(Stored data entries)
┌────────
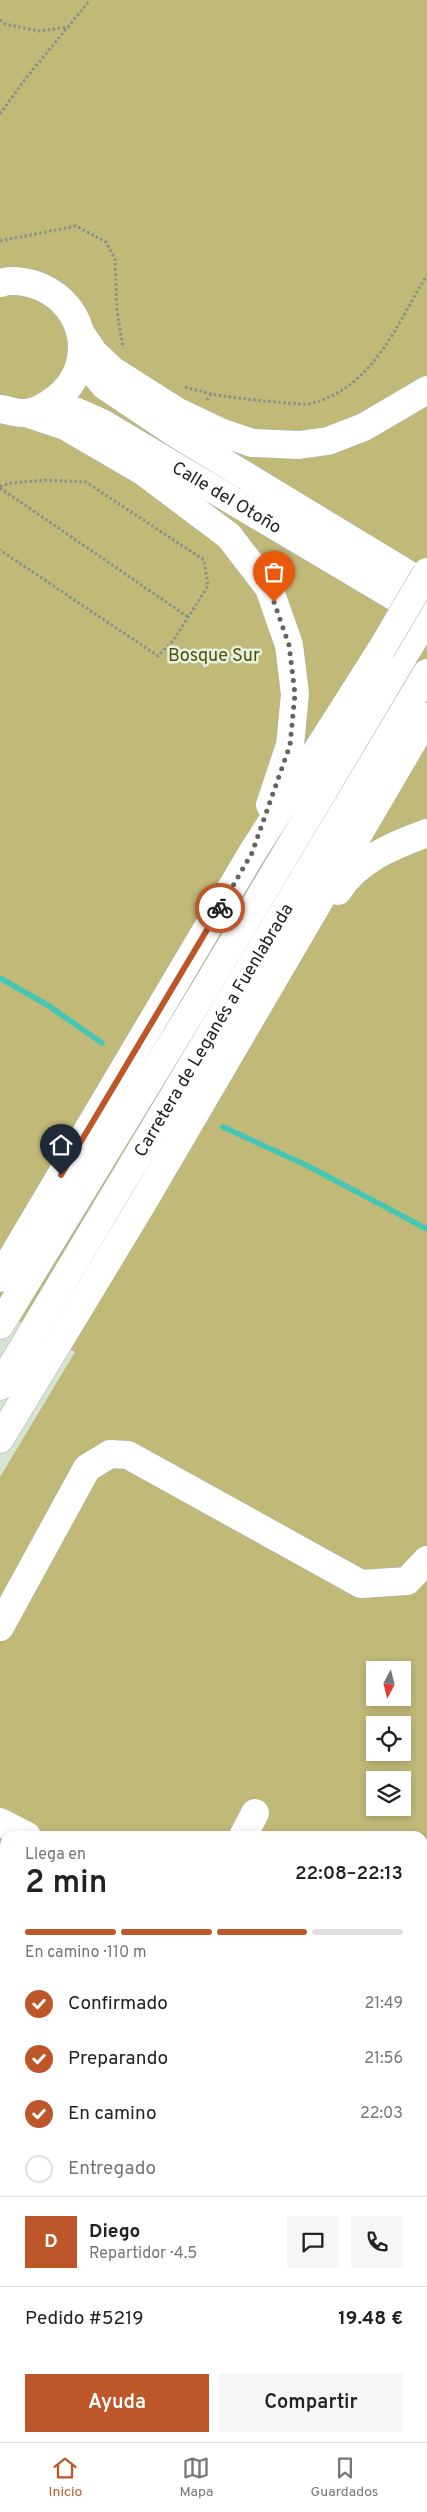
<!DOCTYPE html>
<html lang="es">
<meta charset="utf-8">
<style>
body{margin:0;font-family:Overpass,sans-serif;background:#f6f6f6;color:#222;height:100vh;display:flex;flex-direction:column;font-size:19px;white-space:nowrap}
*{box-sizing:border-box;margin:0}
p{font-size:16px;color:#767676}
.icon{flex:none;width:28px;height:28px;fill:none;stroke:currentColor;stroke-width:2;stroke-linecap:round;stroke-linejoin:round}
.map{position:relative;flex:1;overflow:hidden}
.side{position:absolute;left:0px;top:1831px;width:428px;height:611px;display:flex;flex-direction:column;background:#fff;border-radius:15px 15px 0 0;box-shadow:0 2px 8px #0003}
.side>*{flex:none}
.needle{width:32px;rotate:187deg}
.fabs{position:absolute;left:366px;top:1661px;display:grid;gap:10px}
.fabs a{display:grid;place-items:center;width:45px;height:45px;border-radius:0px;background:#fff;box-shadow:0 2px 8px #0003;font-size:25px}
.pin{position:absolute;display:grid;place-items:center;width:42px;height:42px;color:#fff;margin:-51px -21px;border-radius:50% 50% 50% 0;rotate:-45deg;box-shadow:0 0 5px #0007}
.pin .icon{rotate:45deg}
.courier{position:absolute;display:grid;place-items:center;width:50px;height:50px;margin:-25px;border:4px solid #bd572a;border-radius:50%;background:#fff;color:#222;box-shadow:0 1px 6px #0007}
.head em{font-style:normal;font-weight:600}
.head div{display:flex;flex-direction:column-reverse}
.head{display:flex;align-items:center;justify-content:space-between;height:85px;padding:0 25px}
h1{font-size:32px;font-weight:600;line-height:38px}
.bar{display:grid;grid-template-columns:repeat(4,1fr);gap:8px 5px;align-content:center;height:60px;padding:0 25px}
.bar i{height:6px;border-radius:4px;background:#e0e0e0}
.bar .current{background:#bd572a}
.bar p{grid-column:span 4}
.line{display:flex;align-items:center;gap:12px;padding:0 25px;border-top:1px solid #e0e0e0}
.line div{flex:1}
.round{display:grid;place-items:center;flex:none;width:52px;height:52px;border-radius:0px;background:#f6f6f6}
ol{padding:0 25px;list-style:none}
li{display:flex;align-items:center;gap:15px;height:55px}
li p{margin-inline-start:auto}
li .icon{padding:5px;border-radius:50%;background:#bd572a;color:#fff;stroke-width:4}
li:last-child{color:#767676}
li i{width:28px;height:28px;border:2px solid #e0e0e0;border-radius:50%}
.primary-button{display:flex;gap:10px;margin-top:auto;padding:10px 25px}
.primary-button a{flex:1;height:58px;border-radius:0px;background:#bd572a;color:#fff;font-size:20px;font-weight:600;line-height:58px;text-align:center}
.primary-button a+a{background:#f6f6f6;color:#222}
.tab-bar{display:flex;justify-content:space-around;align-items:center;height:70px;border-top:1px solid #e0e0e0;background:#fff;font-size:14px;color:#767676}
.tab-bar a{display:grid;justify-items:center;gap:2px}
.tab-bar .current{color:#bd572a}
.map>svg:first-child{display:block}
.green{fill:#c1b978;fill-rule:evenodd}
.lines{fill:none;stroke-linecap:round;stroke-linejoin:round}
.stream{stroke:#45c5b4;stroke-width:5.5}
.minor-casing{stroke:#a5b2a3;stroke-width:29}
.highway-casing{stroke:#a5b2a3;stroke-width:29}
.path{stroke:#899388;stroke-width:3;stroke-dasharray:2.5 2.5;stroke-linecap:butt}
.minor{stroke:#fff;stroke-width:28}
.highway{stroke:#fff;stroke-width:28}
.rail{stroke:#313730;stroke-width:4;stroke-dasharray:6 6;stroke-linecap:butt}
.highway-bridge-casing{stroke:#a5b2a3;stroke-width:29;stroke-linecap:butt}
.highway-bridge{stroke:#fff;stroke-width:28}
.done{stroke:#5e665d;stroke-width:5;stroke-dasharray:0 9}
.route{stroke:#bd572a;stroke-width:6}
.labels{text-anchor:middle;stroke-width:5;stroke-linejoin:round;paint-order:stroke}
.street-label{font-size:18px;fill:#1d221d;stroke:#e3f1e2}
.park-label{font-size:18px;fill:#564e03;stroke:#e3f1e2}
</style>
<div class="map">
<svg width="427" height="2442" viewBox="0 0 427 2442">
<rect width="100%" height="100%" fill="#d6e4d4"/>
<g class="green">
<path d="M0,0H427V2204L423,2212L422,1836H5V2438H291L289,2442H0V1477L75,1352L0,1311ZM375,1670H402V1698H375ZM375,1725H402V1752H375ZM375,1780H402V1808H375Z"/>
<polygon points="427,2346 427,2442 381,2442 382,2438 422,2438 423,2353"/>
</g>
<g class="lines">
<g class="stream">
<polyline points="0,978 49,1006 102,1043"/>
<polyline points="223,1127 308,1166 427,1229"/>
</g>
<g class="minor-casing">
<g id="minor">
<path d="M0,283C13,279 28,282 41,287C87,307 97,366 57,398C48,405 38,412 26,413C18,414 8,410 0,409"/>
<polyline points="82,358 105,386 172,431 427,586"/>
<path id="s1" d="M46,407L75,411L102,423L427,616"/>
<polyline points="0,1627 87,1468 110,1454 128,1455 361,1584 407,1581 427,1560"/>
<polyline points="0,1822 27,1836"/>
<polyline points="243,1836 255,1813"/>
</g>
</g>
<g class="highway-casing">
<g id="highway">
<polyline points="81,334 94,353 112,370 178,412 220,432 252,443 299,445 328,441 364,427 427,390"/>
<polyline points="26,413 65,426 144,472 229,536 269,588 289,645 295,694 290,745 270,805"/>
<path d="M338,891C357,860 394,845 427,833"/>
<polyline points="0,1278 252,853 381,650"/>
<polyline points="0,1325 207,986 427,617"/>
<path id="s2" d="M0,1386L427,673"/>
<polyline points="0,1439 142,1204 427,717"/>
<polyline points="0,2411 5,2418"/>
<polyline points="20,2438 24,2442"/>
</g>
</g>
<g class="path">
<polyline points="0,20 5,24 39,31 68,27"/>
<polyline points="0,114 26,78 90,0"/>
<polyline points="0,241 76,226 106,242 115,259 117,310 123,348"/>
<polyline points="185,387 211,394"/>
<path d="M207,400L211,394C236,398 261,401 287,403C294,403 303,405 309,404C374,388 396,325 427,275"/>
<polyline points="0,486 11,483 47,480 86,482 204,560 208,586 173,641 158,656 0,550"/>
<polyline points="0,488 188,617"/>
<polyline points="422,2366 427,2359"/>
<polyline points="386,2442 387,2438"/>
</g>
<use href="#minor" class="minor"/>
<use href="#highway" class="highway"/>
<g class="rail">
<polyline points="422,2270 427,2262"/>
<polyline points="422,2300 427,2293"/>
<polyline points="318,2442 321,2438"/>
<polyline points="335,2442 338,2438"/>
</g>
<g class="highway-bridge-casing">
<polyline id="highway-bridge" points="381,650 427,572"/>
</g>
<use href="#highway-bridge" class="highway-bridge"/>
</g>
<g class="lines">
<polyline class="done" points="220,908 252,853 290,745 295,694 289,645 274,602"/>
<polyline class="route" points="61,1175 220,908"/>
</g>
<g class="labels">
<g class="street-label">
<text dy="6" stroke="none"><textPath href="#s1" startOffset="204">Calle del Otoño</textPath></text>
<text dy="6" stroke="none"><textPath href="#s2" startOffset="415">Carretera de Leganés a Fuenlabrada</textPath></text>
</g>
<g class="park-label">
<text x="214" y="661">Bosque Sur</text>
</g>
</g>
</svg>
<div class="fabs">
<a><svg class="needle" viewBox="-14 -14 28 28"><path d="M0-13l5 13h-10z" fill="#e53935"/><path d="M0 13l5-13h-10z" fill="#767676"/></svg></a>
<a><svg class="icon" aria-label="locate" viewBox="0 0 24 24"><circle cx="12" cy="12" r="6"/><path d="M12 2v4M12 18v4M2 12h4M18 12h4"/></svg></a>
<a><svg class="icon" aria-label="layers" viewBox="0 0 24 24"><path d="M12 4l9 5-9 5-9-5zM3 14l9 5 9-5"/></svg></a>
</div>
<div class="pin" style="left:274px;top:602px;background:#ea580c"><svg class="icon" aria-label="bag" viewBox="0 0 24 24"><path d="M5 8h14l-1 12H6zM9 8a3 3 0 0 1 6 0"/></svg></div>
<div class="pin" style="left:61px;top:1175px;background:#1f2937"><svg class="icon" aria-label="home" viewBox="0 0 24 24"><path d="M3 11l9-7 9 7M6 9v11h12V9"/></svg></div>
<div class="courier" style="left:220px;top:908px"><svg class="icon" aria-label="bike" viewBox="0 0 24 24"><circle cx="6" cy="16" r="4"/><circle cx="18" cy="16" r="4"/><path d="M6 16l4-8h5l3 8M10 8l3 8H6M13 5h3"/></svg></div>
<section class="side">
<div class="head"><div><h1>2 min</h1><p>Llega en</p></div><em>22:08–22:13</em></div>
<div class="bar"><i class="current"></i><i class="current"></i><i class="current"></i><i></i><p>En camino · 110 m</p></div>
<ol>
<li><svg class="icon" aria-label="check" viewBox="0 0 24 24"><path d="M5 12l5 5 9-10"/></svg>Confirmado<p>21:49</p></li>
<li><svg class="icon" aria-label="check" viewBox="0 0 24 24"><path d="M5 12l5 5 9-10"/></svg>Preparando<p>21:56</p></li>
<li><svg class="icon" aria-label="check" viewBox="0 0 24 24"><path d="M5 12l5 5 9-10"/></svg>En camino<p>22:03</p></li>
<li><i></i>Entregado</li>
</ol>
<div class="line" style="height:90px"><b class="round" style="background:#bd572a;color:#fff">D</b><div><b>Diego</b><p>Repartidor · 4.5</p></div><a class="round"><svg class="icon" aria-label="chat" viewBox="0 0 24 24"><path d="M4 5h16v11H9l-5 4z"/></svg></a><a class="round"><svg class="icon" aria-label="phone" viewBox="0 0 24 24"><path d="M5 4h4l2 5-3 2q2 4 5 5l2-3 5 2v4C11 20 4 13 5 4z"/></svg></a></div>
<div class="line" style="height:65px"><div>Pedido #5219</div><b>19.48 €</b></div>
<div class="primary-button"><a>Ayuda</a><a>Compartir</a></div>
</section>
</div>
<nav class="tab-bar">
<a class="current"><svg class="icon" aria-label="home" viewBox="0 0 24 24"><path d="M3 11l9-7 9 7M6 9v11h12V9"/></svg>Inicio</a>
<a><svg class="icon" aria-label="map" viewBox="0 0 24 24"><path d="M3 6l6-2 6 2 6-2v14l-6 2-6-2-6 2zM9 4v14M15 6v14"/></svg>Mapa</a>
<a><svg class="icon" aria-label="saved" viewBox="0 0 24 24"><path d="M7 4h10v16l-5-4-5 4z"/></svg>Guardados</a>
</nav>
└────────
Count lines above containing "head" and report only the total.

4